2022 journal article

Coupling spatial statistics with social network analysis to estimate distinct risk areas of disease circulation to improve risk‐based surveillance

Transboundary and Emerging Diseases.

By: N. Cardenas n, F. Sanchez n, F. Lopes* & G. Machado n

author keywords: disease spread; movement flows; non-stationary Gaussian models; risk areas mapping; social network analysis
MeSH headings : Animals; Disease Outbreaks / prevention & control; Disease Outbreaks / veterinary; Equine Infectious Anemia / epidemiology; Farms; Horse Diseases / epidemiology; Horses; Infectious Anemia Virus, Equine; Social Network Analysis
TL;DR: The results demonstrate that animal movements and spatial risk mapping could be used to make informed decisions before issuing animal movement permits, thus potentially reducing the chances of reintroducing infection into areas of low risk. (via Semantic Scholar)
UN Sustainable Development Goal Categories
13. Climate Action (OpenAlex)
Source: ORCID
Added: June 13, 2022

Abstract Most animal disease surveillance systems concentrate efforts in blocking transmission pathways and tracing back infected contacts while not considering the risk of transporting animals into areas with elevated disease risk.
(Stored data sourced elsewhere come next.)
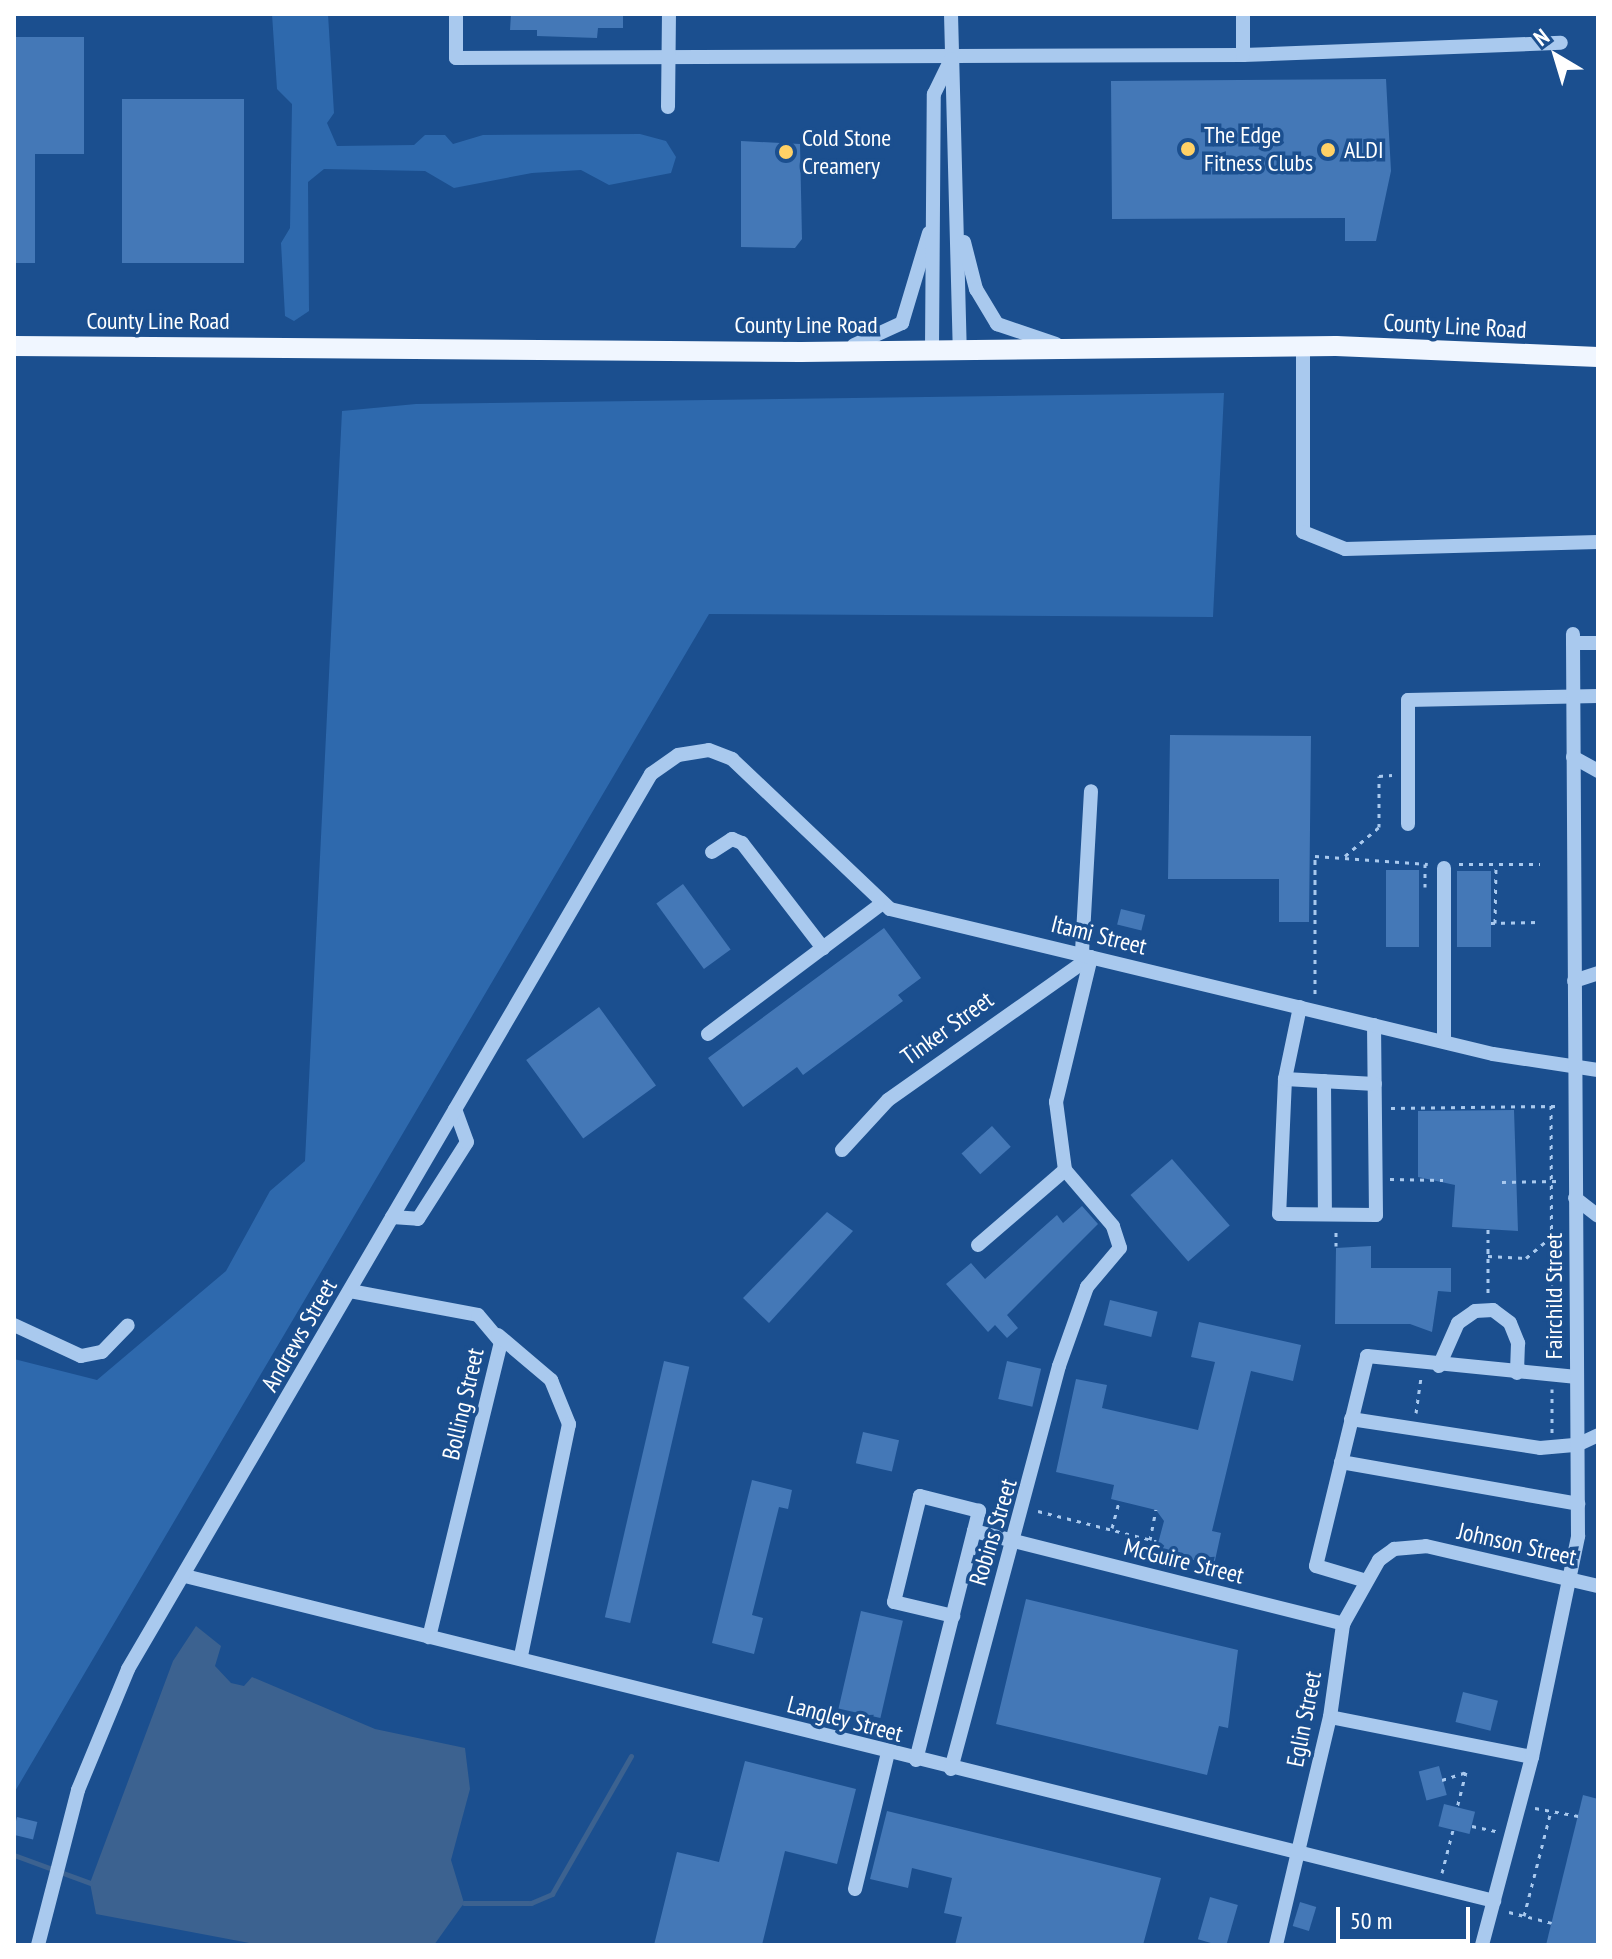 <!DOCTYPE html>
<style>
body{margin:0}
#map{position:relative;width:1612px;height:1959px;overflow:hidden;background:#1b4f8f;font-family:"PT Sans Narrow",sans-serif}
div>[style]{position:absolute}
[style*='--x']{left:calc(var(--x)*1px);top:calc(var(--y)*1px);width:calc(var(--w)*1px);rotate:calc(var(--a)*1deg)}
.green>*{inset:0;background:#2e69ad}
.water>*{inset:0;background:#3c6290}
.stream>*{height:5px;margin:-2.5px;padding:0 2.5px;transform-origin:2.5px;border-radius:2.5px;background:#3c6290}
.building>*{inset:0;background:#4478b7;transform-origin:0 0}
.path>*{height:3px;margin-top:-1.5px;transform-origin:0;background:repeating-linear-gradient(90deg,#a9c9ee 0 4px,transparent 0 10px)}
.minor>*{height:14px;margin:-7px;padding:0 7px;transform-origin:7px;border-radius:7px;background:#a9c9ee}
.major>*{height:20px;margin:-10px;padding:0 10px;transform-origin:10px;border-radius:10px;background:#f0f6ff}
.dots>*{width:22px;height:22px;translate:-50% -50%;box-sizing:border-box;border:4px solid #1b4f8f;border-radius:50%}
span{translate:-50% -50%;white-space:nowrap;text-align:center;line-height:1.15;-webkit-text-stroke:7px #1b4f8f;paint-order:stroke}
.poi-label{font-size:24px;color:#fff}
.left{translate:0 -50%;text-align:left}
.street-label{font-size:24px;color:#fff}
.frame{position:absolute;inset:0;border:16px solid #fff;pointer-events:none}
.north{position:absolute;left:1516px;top:16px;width:80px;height:80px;-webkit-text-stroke:6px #1b4f8f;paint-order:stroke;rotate:322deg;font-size:22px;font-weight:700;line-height:32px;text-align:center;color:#fff}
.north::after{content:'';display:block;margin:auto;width:28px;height:36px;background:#fff;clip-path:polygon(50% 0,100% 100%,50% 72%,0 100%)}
.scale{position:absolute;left:1336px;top:1907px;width:134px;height:36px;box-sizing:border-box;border:4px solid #fff;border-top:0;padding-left:10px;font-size:24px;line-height:28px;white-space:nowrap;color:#fff;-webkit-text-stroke:6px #1b4f8f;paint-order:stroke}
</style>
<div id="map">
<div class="green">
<i style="clip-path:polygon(272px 14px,328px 14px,334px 113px,327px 123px,337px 146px,414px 145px,425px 135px,445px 135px,453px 144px,483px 135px,640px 134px,666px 141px,676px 157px,671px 173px,609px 185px,581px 170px,532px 173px,454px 188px,425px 171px,324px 169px,308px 182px,309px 311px,294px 321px,285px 316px,281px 243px,290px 228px,292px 104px,277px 89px)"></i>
<i style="clip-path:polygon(1224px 393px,1213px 617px,709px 614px,14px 1793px,14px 1359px,97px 1380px,226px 1271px,270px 1191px,305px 1161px,342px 411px,416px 404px)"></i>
</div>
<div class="water">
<i style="clip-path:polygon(196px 1626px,221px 1646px,215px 1666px,231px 1683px,244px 1686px,252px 1677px,375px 1729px,465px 1748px,470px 1789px,451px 1860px,464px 1903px,434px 1945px,260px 1945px,96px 1914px,90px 1883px,173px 1661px)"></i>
</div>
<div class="stream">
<i style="--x:14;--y:1855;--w:81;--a:20.2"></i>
<i style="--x:464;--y:1903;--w:67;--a:0"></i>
<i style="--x:531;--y:1903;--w:23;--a:-23"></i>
<i style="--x:552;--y:1894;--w:159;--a:-60.2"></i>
</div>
<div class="building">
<i style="clip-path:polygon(511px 14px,623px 14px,623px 28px,598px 28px,597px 38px,537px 36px,537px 30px,510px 30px)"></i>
<i style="clip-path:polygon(14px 37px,84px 37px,84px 154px,35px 154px,35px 263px,14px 263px)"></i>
<i style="clip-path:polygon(1386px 79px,1391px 171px,1376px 241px,1345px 241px,1345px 218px,1112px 219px,1111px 81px)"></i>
<i style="left:244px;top:99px;width:164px;height:122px;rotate:90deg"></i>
<i style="clip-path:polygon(741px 141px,800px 144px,802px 239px,795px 248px,741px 247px)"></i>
<i style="clip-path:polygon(1170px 735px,1311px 736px,1309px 922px,1279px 922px,1279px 879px,1168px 879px)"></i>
<i style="left:1386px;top:870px;width:33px;height:77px"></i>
<i style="left:1457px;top:871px;width:34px;height:76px"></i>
<i style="left:683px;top:884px;width:81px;height:33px;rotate:54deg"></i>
<i style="left:1121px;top:909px;width:25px;height:16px;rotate:14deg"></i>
<i style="clip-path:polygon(884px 928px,921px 978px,898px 995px,903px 1001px,803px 1075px,797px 1067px,743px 1107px,708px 1058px)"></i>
<i style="left:599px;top:1007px;width:97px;height:90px;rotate:54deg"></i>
<i style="clip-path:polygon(1514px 1110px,1518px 1231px,1452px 1227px,1455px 1185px,1418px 1177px,1418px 1111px)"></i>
<i style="left:992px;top:1126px;width:28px;height:41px;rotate:48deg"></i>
<i style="left:1172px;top:1159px;width:88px;height:55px;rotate:49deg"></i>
<i style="clip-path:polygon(1082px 1206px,1098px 1224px,1007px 1315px,1018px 1328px,1007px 1338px,995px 1325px,988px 1332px,946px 1284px,971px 1263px,985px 1279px,1057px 1215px,1063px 1223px)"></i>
<i style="clip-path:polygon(827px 1212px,853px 1231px,769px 1323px,743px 1298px)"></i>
<i style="clip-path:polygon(1371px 1246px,1371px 1268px,1451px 1268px,1451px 1292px,1438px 1291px,1432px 1332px,1410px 1324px,1335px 1324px,1336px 1248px)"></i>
<i style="left:1110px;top:1300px;width:49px;height:26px;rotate:14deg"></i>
<i style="clip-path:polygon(1199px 1322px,1301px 1345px,1293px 1381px,1251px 1371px,1212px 1531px,1221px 1533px,1214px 1565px,1156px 1551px,1164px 1521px,1156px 1510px,1111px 1499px,1114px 1485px,1056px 1472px,1076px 1379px,1107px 1385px,1102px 1408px,1198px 1430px,1215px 1362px,1191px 1357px)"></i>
<i style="left:664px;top:1361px;width:26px;height:263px;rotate:13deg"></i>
<i style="left:1007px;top:1361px;width:35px;height:39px;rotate:13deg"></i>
<i style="left:863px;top:1432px;width:37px;height:32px;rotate:13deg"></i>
<i style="clip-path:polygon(752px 1480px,792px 1490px,788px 1509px,779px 1507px,752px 1615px,763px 1618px,754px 1654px,712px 1643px)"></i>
<i style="clip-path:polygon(1026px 1599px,1238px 1650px,1228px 1728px,1219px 1726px,1207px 1775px,996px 1724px)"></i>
<i style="left:861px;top:1611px;width:43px;height:100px;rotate:13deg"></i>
<i style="left:1463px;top:1692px;width:36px;height:31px;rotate:14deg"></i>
<i style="clip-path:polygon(745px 1761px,856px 1789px,837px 1864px,785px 1851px,762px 1945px,654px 1945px,677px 1852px,719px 1862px)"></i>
<i style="left:1439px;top:1766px;width:30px;height:21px;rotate:75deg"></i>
<i style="clip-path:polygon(1583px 1795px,1598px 1799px,1598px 1945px,1546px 1945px)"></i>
<i style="left:1444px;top:1804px;width:32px;height:23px;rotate:14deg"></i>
<i style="clip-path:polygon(887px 1811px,1161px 1878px,1143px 1945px,955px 1945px,962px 1917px,944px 1913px,952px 1878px,912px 1868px,908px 1888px,870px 1879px)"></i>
<i style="left:17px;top:1817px;width:21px;height:18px;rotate:14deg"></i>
<i style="left:1210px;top:1897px;width:29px;height:44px;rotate:16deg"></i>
<i style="left:1300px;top:1902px;width:17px;height:25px;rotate:17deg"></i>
</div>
<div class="path">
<i style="--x:1345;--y:856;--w:45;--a:-40.5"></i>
<i style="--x:1379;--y:827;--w:51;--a:-90"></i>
<i style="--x:1379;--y:776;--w:13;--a:-4"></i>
<i style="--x:1425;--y:864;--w:23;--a:90"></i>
<i style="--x:1459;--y:864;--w:81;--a:0"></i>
<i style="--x:1491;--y:923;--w:49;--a:-1.2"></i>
<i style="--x:1495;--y:923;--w:59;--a:-89"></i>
<i style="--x:1315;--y:994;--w:138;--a:-90"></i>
<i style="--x:1315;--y:856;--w:113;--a:4"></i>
<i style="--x:1551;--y:1105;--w:252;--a:89.8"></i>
<i style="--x:1391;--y:1108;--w:169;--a:-0.7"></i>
<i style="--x:1390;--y:1179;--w:53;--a:1.1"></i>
<i style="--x:1502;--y:1182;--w:60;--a:-1"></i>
<i style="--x:1488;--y:1229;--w:65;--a:90"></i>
<i style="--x:1336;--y:1246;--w:16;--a:-90"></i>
<i style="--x:1488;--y:1256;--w:38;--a:3"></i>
<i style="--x:1526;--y:1258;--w:33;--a:-40"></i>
<i style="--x:1552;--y:1389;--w:44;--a:90"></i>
<i style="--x:1416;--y:1413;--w:36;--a:-82"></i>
<i style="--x:1038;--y:1511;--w:122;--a:14.3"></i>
<i style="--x:1156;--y:1541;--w:18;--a:103"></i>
<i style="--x:1112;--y:1528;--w:28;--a:-75"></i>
<i style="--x:1150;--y:1540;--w:31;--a:-79"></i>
<i style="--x:1442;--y:1780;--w:25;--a:-18"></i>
<i style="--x:1466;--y:1772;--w:36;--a:104"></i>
<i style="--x:1535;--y:1808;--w:44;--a:10.5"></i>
<i style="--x:1472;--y:1826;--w:25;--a:12"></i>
<i style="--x:1442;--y:1873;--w:44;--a:-75.7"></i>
<i style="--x:1509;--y:1912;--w:44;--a:14.3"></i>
<i style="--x:1524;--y:1916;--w:108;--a:-75.6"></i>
</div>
<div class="minor">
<i style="--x:456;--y:14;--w:44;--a:90"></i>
<i style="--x:456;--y:58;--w:787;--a:-0.22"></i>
<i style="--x:1243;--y:55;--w:318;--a:-2.2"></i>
<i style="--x:951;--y:14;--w:336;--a:88.5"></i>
<i style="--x:1243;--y:14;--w:41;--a:90"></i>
<i style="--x:668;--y:107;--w:93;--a:-89.4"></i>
<i style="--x:964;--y:242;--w:49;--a:75.7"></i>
<i style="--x:976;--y:289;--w:41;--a:59"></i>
<i style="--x:997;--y:324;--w:62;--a:18.7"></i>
<i style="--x:854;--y:345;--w:53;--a:-24.6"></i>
<i style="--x:902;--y:323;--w:94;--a:-73.3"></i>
<i style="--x:1303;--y:347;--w:185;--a:90"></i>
<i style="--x:1303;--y:532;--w:45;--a:22"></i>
<i style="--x:1345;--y:549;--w:253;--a:-1.6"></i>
<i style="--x:932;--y:349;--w:255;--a:-89.6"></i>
<i style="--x:934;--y:94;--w:39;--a:-64"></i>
<i style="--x:1573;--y:643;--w:25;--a:0"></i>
<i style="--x:1573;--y:757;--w:29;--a:29"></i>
<i style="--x:1408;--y:824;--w:124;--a:-90"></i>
<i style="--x:1408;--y:700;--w:190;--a:-1.2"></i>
<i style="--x:712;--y:852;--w:24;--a:-33"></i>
<i style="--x:732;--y:839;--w:11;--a:22"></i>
<i style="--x:742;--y:843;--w:133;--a:52.4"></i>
<i style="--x:1082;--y:952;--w:161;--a:-86.8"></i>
<i style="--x:1574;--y:981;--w:25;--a:-18"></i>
<i style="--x:1300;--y:1007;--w:74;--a:101.8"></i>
<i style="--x:1285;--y:1079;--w:135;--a:92.5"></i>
<i style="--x:1279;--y:1214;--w:97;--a:0.6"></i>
<i style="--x:1376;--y:1215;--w:190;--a:-90.6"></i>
<i style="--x:708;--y:1034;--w:216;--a:-36.9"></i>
<i style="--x:1444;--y:1041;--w:173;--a:-90"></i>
<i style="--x:1285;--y:1079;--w:90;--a:3.2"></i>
<i style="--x:1324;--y:1081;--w:133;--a:89.6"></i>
<i style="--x:842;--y:1150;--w:68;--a:-47.4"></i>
<i style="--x:888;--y:1100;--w:248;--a:-35.2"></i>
<i style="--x:1575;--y:1198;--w:29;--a:38"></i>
<i style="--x:392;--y:1217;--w:26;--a:4"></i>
<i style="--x:418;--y:1219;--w:91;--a:-57.5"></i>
<i style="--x:467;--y:1142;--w:35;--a:-110"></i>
<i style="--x:978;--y:1245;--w:115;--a:-40.8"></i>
<i style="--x:350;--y:1291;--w:130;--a:10.6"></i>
<i style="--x:478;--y:1315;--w:35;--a:50"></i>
<i style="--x:501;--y:1342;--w:304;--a:103.7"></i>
<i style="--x:14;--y:1325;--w:74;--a:24.8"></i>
<i style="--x:81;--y:1356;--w:21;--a:-11"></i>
<i style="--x:102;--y:1352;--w:37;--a:-46"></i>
<i style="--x:498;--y:1335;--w:70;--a:40.3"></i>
<i style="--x:551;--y:1380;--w:48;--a:67.8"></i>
<i style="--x:569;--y:1424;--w:237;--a:101.7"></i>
<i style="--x:1439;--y:1366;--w:47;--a:-66.2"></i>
<i style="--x:1458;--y:1323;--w:21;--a:-35"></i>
<i style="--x:1475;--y:1311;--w:18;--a:-3"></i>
<i style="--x:1493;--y:1310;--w:21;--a:37"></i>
<i style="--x:1510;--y:1323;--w:22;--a:68"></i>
<i style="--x:1518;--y:1343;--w:30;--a:92"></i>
<i style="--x:1351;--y:1419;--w:191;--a:8.7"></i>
<i style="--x:1540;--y:1448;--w:37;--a:-5"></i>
<i style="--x:1577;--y:1445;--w:23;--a:-25"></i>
<i style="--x:1341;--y:1462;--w:241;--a:10"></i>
<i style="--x:974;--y:1531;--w:381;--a:14.1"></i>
<i style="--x:185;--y:1576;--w:1349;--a:13.94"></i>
<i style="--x:1363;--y:1580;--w:49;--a:-163.4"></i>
<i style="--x:1316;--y:1566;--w:216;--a:-76.3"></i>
<i style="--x:1367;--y:1356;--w:211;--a:5.7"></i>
<i style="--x:1330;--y:1717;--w:206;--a:11.2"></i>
<i style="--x:916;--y:1760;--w:236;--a:-75.8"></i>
<i style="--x:974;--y:1531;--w:21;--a:-76"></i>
<i style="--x:979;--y:1511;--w:61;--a:-165.7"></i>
<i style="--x:920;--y:1496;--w:109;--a:103.8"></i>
<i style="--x:894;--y:1602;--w:61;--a:13.3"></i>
<i style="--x:951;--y:1769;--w:417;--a:-75"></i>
<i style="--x:1059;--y:1366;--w:84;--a:-70.5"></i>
<i style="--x:1087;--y:1287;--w:51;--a:-49.8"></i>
<i style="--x:1120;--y:1248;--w:23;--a:-108"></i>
<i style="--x:1113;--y:1226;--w:74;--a:-130.6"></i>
<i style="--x:1065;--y:1170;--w:69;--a:-97.5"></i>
<i style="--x:1056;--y:1102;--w:149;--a:-76.4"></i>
<i style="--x:855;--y:1889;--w:140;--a:-76.4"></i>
<i style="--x:38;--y:1945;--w:160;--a:-75.5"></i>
<i style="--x:78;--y:1790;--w:131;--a:-67.5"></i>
<i style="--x:128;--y:1669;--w:1037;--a:-59.7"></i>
<i style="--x:651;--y:774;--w:33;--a:-35"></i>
<i style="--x:678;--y:755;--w:31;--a:-9"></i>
<i style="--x:709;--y:750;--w:25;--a:21"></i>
<i style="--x:732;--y:759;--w:218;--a:43.5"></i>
<i style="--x:890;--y:909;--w:620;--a:13.52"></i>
<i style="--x:1493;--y:1054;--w:106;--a:8.7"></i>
<i style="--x:1276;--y:1945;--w:234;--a:-76.7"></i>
<i style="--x:1330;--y:1717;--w:94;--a:-82"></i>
<i style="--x:1343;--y:1624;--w:73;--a:-60.6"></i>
<i style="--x:1379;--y:1560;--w:19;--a:-36"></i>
<i style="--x:1394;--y:1549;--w:32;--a:-5"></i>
<i style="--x:1426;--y:1546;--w:177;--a:13.1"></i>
<i style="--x:1482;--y:1945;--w:195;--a:-75.1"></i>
<i style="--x:1532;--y:1757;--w:226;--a:-78.2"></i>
<i style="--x:1578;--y:1536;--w:902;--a:-90.32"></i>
</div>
<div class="major">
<i style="--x:14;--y:346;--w:787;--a:0.44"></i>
<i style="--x:801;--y:352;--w:535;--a:-0.64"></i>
<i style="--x:1336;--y:346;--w:262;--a:2.4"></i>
</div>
<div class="dots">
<i style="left:1188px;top:149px;background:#ffd166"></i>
<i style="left:1328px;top:150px;background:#ffd166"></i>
<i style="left:786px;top:152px;background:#ffd166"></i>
</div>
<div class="poi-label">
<span class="left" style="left:1204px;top:149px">The Edge<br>Fitness Clubs</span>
<span class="left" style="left:802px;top:152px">Cold Stone<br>Creamery</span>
<span class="left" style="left:1344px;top:150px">ALDI</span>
</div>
<div class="street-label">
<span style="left:158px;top:321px">County Line Road</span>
<span style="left:806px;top:325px">County Line Road</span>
<span style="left:1455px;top:326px;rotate:3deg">County Line Road</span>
<span style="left:1099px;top:935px;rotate:14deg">Itami Street</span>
<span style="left:947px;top:1028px;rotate:-36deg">Tinker Street</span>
<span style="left:1554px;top:1296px;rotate:-90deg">Fairchild Street</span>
<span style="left:299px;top:1335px;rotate:-60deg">Andrews Street</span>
<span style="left:463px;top:1404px;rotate:-77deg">Bolling Street</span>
<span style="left:993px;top:1532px;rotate:-73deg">Robins Street</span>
<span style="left:1517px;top:1544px;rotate:13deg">Johnson Street</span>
<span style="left:1184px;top:1561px;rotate:14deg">McGuire Street</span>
<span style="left:845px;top:1719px;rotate:15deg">Langley Street</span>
<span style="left:1304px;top:1719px;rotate:-79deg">Eglin Street</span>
</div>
<div class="frame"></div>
<div class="north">N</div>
<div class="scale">50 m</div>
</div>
Here, we use a suite of spatial statistics and social network analysis to characterize animal movement among areas with an estimated distinct risk of disease circulation to ultimately enhance surveillance activities. Our model utilized equine infectious anemia virus (EIAV) outbreaks, between‐farm horse movements, and spatial landscape data from 2015 through 2017. We related EIAV occurrence and the movement of horses between farms with climate variables that foster conditions for local disease propagation. We then constructed a spatially explicit model that allows the effect of the climate variables on EIAV occurrence to vary through space (i.e., non‐stationary). Our results identified important areas in which in‐going movements were more likely to result in EIAV infections and disease propagation. Municipalities were then classified as having high 56 (11.3%), medium 48 (9.66%), and low 393 (79.1%) spatial risk. The majority of the movements were between low‐risk areas, altogether representing 68.68% of all animal movements. Meanwhile, 9.48% were within high‐risk areas, and 6.20% were within medium‐risk areas. Only 5.37% of the animals entering low‐risk areas came from high‐risk areas. On the other hand, 4.91% of the animals in the high‐risk areas came from low‐ and medium‐risk areas. Our results demonstrate that animal movements and spatial risk mapping could be used to make informed decisions before issuing animal movement permits, thus potentially reducing the chances of reintroducing infection into areas of low risk.